Thursday, June 14, 2018

An Open Letter to Chris Pratt in His Capacity as Representative of the Jurassic World Creative Team

Dear Mr. Pratt;

I want to thank you for your strong support of clicker training. It's not often that someone in a mainstream movie champions our cause. When Companion Animal Psychology put out a call for posts about training changes we'd love to see I knew immediately that your movie was what I wanted to highlight.

It's especially nice to have you use clickers with big, reactive, dangerous animals like velociraptors. In my work as a pet trainer I often come across people who think their dogs are too big or too aggressive to be taught with science-based methods. In reality, as you may know, clicker training was developed for work with marine animals. As long as your dog isn't bigger than an Orca we can probably make some progress.

I am writing to ask for your help. I understand that you didn't write Jurassic World and you didn't direct it so you may not have been able to make changes or wield influence in some areas. However, since you are the face of the franchise right now, maybe you'd be willing to bend someone's ear on behalf of marker trainers everywhere. We'd be as grateful as a velociraptor being air lifted off an active volcano!

Here's what I'd like the Jurassic World team to know -  a clicker marks a behavior. In fact, back in the early marine animal days it was known as a "bridge."  That sound forms a bridge in the animal's mind between the behavior they perform and the food they receive for performing it. These days I tell my clients that the marker is like taking a picture of the behavior you've asked for.

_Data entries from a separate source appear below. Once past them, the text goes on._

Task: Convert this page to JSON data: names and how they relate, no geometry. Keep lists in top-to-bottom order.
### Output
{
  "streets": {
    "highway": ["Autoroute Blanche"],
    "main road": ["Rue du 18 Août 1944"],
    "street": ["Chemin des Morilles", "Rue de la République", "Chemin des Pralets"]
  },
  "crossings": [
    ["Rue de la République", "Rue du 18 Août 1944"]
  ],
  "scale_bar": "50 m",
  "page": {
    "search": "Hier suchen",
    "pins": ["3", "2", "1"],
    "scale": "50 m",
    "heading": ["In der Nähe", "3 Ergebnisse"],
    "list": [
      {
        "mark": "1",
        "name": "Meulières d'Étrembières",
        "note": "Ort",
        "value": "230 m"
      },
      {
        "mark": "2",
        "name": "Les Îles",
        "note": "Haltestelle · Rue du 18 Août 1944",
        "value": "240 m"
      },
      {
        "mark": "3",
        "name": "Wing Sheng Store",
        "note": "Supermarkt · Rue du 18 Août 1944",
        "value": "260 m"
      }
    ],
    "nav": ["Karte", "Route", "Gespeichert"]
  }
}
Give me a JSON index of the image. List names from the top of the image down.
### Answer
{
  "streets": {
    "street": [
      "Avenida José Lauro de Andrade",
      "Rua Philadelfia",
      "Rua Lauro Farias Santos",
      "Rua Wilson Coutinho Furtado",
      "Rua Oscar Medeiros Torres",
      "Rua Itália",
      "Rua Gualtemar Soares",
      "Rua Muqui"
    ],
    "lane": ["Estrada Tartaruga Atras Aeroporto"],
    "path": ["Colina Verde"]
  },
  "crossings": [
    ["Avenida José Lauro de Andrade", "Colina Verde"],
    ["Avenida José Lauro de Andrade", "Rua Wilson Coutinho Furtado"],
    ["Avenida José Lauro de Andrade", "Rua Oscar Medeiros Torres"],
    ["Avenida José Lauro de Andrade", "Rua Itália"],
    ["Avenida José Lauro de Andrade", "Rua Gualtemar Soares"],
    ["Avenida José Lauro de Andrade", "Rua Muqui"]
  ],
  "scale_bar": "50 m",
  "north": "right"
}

For instance, if I ask my parasaurolophus to give me a High Five I click the moment I feel her "paw" hit my offered hand. As soon as possible after the click I reward her with food. I reward her every time because that click is a promise. If I don't reward her every time then the clarity of the message - "This sound predicts that food is on the way." - gets weakened and my training will slow down. (Don't worry, there are ways to fade the food rewards over time but I'm not sure we have time for that in this letter. Feel free to contact me for more information!)

In Jurassic World the script seems to have called for your character to use the clicker as an attention getting device. It may even have indicated that the pattern of your clicks was asking the dinosaurs for specific behaviors. I admit that last bit was unclear to me. That's kind of the point, though! Clicking to get attention, or clicking to cue behavior, isn't very clear to someone who is learning to communicate with humans.

You might not have noticed any of this. If you hadn't used a clicker before and the team presented you with this information why wouldn't you believe them?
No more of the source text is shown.